Well we started and so did the Turks artillery and machine guns, but not horse or man care much about their artillery but dashed straight on.
It was a magnificent sight to see line after line, without a bend, of prancing horses and horsemen going at a hand gallop over the lovely green lawn country into shell and machine gun fire, but they reached there and dismounted for a go with the bayonet, and the horses were taken back out of reach of the artillery and they start to advance over country as flat as a table yet on a gradual slope of a hill where the Turks were blazing away at us for their lives and there was not a three pence worth of cover so we ran till we were blown out with our heavy load and still a good way from the Turks but their machine guns were hitting a few of our boys, but, however, we lay down and had to dig the top off the ground with our sheath knives, for the roots of the grass would not let our fingers go through, but anyhow we got cover by digging and the Turks Machine Guns got hot and the air was thick with bullets, so we stayed there for some time while our guns gave them what for.

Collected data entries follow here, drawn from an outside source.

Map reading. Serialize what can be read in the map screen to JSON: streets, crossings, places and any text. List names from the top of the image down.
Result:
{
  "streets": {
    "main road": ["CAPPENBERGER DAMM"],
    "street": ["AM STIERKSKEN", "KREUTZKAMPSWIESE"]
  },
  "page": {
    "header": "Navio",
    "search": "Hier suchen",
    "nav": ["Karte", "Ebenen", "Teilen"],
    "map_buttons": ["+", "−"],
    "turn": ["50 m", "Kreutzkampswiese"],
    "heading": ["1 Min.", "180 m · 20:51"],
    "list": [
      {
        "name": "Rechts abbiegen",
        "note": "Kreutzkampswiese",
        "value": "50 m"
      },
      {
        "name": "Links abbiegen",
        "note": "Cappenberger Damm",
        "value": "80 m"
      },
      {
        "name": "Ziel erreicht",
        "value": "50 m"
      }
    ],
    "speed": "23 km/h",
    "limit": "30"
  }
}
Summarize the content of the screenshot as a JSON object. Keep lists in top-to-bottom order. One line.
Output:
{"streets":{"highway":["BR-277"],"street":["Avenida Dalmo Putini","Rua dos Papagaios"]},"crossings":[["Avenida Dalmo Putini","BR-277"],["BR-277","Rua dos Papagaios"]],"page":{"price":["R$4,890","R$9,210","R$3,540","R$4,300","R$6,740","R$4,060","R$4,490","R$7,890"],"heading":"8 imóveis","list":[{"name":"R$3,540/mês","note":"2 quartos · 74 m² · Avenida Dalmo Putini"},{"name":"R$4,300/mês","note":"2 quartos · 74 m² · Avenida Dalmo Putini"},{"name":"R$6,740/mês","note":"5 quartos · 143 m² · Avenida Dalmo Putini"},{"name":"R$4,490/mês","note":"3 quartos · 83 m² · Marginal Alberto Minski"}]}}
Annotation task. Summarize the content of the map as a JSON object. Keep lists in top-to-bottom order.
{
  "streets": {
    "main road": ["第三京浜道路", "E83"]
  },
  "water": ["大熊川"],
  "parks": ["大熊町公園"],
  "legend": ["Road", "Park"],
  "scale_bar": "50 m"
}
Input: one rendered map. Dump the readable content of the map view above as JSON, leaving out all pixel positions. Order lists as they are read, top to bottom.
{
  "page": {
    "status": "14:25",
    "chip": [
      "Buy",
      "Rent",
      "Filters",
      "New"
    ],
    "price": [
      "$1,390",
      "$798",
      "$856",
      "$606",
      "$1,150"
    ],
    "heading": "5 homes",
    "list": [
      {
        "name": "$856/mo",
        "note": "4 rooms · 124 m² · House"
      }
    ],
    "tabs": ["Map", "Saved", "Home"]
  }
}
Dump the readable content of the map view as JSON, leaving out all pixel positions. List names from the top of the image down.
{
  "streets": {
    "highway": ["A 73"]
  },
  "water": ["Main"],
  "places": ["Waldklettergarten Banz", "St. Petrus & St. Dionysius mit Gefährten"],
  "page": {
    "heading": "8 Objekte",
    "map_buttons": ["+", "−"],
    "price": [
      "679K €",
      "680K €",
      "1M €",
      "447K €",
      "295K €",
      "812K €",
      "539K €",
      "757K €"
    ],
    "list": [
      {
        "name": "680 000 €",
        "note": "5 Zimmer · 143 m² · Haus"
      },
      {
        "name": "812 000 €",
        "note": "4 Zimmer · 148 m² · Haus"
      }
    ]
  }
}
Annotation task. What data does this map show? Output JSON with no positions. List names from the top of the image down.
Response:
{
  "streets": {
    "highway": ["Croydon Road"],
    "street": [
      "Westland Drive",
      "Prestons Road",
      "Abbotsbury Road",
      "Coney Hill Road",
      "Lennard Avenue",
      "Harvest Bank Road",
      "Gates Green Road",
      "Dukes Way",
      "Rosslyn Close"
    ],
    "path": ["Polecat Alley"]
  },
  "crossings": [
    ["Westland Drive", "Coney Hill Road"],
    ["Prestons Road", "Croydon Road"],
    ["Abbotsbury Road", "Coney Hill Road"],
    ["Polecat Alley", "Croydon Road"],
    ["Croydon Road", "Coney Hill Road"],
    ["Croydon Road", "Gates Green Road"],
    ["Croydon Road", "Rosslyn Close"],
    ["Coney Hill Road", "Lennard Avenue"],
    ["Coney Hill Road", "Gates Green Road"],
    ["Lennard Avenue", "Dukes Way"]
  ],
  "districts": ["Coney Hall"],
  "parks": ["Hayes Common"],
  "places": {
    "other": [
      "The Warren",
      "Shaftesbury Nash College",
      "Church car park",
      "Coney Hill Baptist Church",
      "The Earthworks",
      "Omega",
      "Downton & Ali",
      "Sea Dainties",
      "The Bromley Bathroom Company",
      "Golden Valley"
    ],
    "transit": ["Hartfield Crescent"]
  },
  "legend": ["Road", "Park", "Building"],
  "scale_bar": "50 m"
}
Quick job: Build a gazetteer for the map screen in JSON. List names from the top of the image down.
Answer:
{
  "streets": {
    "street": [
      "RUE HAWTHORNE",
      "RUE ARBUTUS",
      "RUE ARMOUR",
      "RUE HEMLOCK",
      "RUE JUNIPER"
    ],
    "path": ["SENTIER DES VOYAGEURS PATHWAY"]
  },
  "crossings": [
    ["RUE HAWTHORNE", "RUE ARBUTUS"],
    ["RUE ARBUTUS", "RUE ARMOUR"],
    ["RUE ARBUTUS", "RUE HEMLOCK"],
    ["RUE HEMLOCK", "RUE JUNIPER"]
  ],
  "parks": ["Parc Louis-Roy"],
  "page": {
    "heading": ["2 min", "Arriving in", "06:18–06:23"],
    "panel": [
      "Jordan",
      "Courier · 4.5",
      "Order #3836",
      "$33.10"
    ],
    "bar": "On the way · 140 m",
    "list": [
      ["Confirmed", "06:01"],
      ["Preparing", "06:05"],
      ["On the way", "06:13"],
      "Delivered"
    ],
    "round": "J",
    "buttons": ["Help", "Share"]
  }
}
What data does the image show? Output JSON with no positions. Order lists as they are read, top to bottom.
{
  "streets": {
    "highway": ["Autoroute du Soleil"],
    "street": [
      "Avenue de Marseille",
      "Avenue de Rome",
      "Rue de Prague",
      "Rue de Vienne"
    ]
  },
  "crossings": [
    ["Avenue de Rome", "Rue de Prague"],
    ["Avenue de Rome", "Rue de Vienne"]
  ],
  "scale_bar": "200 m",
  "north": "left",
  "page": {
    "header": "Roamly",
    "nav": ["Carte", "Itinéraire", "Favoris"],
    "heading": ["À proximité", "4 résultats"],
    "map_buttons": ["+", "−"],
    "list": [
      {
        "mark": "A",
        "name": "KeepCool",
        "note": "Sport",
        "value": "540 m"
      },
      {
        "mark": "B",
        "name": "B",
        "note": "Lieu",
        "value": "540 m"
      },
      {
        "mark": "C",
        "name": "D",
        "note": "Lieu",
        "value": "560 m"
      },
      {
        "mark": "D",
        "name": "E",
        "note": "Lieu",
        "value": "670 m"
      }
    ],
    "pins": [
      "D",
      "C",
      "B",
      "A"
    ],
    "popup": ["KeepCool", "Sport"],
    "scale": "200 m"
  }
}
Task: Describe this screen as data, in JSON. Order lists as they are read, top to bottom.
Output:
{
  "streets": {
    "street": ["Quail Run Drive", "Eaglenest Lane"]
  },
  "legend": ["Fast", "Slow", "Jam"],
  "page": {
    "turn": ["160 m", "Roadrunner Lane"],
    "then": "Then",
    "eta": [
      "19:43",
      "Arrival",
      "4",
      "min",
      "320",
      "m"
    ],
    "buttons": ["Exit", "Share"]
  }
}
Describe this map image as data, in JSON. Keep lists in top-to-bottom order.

You could not see the hills for black and white smoke, between their fire and ours, and our faces got as black as niggers.
Well we were in a position that we could not go forward for the fire was too thick, and to advance would be too large expence of life, so we stayed there until late in the afternoon when we thought we would have to retire and just then our boys showed up on the other side of the ridge charging and yelling for their lives with the bayonet flashing in the sun, so we made a dash for the last lap and got in the trench with Jacko and the square-heads, and they surrendered guns and all just before dark, so we collected them up and their gear and started them off back to El-Arish, while we reformed up and got our wounded away, which was a good few, but not many for the hot-corner we got into.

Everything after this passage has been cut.